▶ [Work item] Your answer should be the lines below from the one holding "const ctx = document.querySelector('canvas').getContext('2d');" through the one holding "function strokePath(path, color, width, dash)", copied exactly and with nothing else.

▶ [Input]
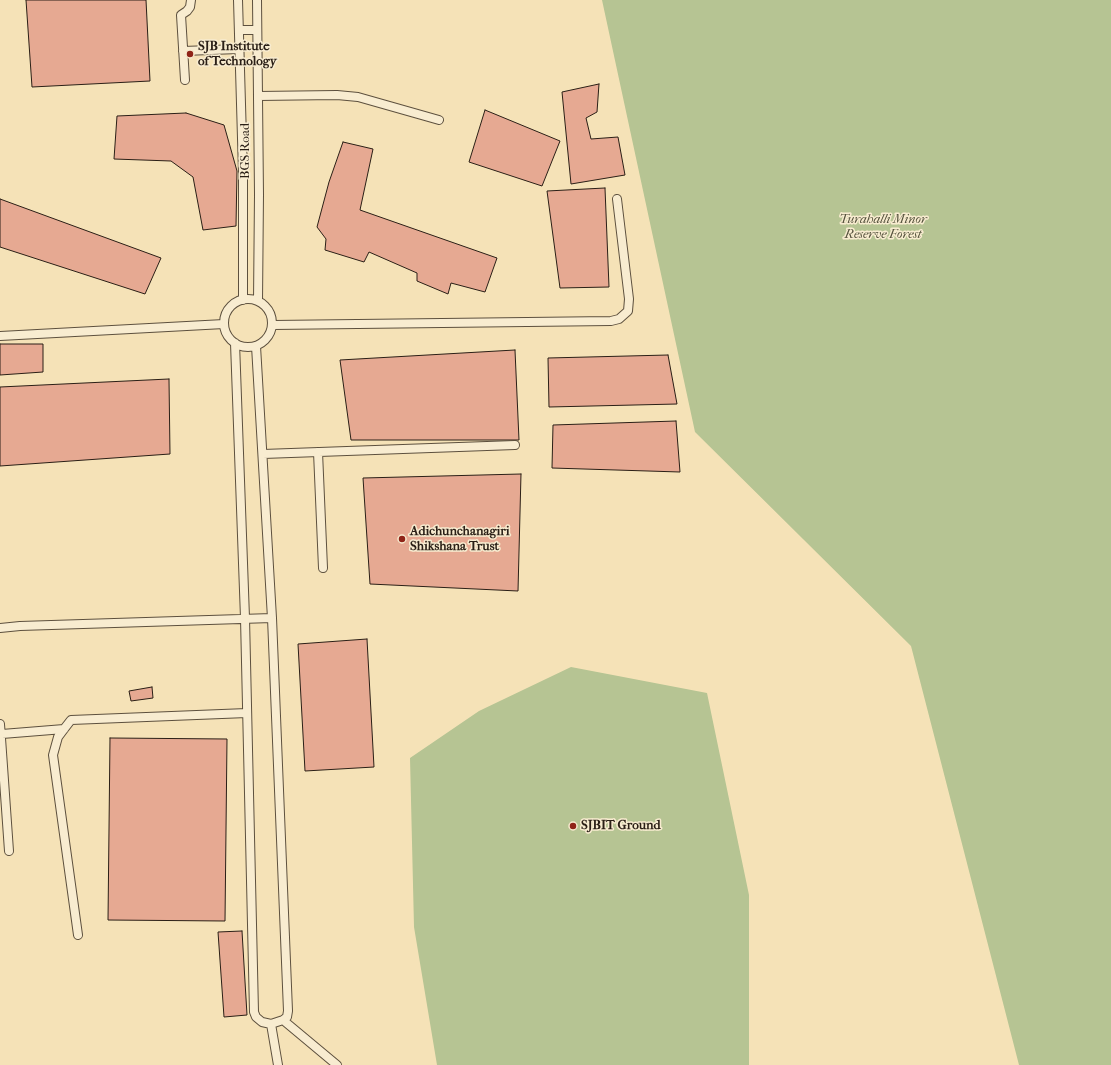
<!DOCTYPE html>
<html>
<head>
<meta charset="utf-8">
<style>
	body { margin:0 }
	canvas { display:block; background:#f5e2b7 }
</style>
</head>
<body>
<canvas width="1111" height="1065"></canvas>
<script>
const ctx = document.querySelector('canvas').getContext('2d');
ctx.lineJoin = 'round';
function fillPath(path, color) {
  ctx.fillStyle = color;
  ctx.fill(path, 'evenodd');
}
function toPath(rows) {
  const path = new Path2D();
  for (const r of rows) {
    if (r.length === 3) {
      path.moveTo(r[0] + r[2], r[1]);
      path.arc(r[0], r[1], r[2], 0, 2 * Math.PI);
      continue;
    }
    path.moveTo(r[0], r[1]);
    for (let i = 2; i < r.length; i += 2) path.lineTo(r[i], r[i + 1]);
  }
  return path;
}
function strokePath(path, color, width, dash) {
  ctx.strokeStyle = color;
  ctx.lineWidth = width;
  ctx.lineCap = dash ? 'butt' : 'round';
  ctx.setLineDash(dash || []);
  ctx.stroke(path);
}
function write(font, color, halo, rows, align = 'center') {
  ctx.font = font + ' "IM FELL French Canon",serif';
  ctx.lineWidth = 3;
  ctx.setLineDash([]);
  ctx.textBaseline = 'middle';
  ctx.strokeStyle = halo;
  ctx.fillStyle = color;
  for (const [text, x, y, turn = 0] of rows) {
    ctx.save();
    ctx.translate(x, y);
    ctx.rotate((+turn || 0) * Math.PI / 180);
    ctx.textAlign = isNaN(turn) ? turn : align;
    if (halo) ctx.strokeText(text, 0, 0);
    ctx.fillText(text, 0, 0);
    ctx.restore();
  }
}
fillPath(toPath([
	[602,0,1111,0,1111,1065,1019,1065,911,646,695,432],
	[571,667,707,693,749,895,749,1065,437,1065,414,927,410,758,479,711]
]), '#b6c493');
const building = toPath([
	[26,0,146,0,150,81,32,87,26,0],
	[599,84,597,112,586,118,591,139,618,137,625,175,571,184,562,92,599,84],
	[485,110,560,141,542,186,469,162,485,110],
	[186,113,224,125,237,171,236,226,203,230,193,177,171,161,114,159,117,116,186,113],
	[343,142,373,149,360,210,497,258,485,292,451,283,448,294,417,281,417,273,369,252,364,262,325,250,326,239,317,227,329,182,343,142],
	[605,188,609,287,560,288,547,191,605,188],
	[0,199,161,258,145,294,0,247,0,199],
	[0,344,43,344,43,372,0,375,0,344],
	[515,350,519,440,351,440,340,360,515,350],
	[668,355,677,404,549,407,548,358,668,355],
	[169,379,170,454,0,466,0,387,169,379],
	[676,421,680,472,552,468,553,425,676,421],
	[521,474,518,591,370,584,363,478,521,474],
	[367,639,374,767,305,771,298,644,367,639],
	[152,687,153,698,131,701,129,691,152,687],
	[110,738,227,739,225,921,108,920,110,738],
	[242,931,247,1015,224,1017,218,932,242,931]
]);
fillPath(building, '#e6a992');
strokePath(building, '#2a1f16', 1);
const service = toPath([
	[238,0,243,173,243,300],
	[257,0,259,194,258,301],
	[239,30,257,30],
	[183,51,239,49],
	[185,80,181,15,187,11,190,7,191,0],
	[258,96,337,95,358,97,439,120],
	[248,323,24],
	[273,325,611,321,619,319,628,311,629,299,617,199],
	[0,336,224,324],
	[235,343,245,618,254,1012,256,1017,262,1022,271,1024,283,1020,287,1017,288,1011,272,618,256,346],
	[318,452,323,568],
	[263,454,515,445],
	[0,628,20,626,272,618],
	[0,724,9,851],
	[2,734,64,729],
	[78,935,53,755,58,737,64,729,71,720,247,713],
	[283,1020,337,1065],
	[271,1024,278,1065]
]);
strokePath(service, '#5d503e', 10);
strokePath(service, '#f8ecd0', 8);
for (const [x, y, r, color] of [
	[190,54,4,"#8f2418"],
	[402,539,4,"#8f2418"],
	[573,826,4,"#8f2418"]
]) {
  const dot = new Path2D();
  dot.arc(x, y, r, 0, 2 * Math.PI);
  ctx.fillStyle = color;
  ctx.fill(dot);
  strokePath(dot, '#f8ecd0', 1.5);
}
write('bold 13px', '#2a1f16', '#f8ecd0', [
	["SJB Institute",198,47],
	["of Technology",198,62],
	["Adichunchanagiri",410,532],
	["Shikshana Trust",410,547],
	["SJBIT Ground",581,826]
], 'left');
write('13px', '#2a1f16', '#f8ecd0', [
	["BGS Road",246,151,-90]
]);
write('italic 13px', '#54513c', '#f8ecd0', [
	["Turahalli Minor",883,220],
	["Reserve Forest",883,235]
]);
</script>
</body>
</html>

▶ [Result of this task]
const ctx = document.querySelector('canvas').getContext('2d');
ctx.lineJoin = 'round';
function fillPath(path, color) {
  ctx.fillStyle = color;
  ctx.fill(path, 'evenodd');
}
function toPath(rows) {
  const path = new Path2D();
  for (const r of rows) {
    if (r.length === 3) {
      path.moveTo(r[0] + r[2], r[1]);
      path.arc(r[0], r[1], r[2], 0, 2 * Math.PI);
      continue;
    }
    path.moveTo(r[0], r[1]);
    for (let i = 2; i < r.length; i += 2) path.lineTo(r[i], r[i + 1]);
  }
  return path;
}
function strokePath(path, color, width, dash) {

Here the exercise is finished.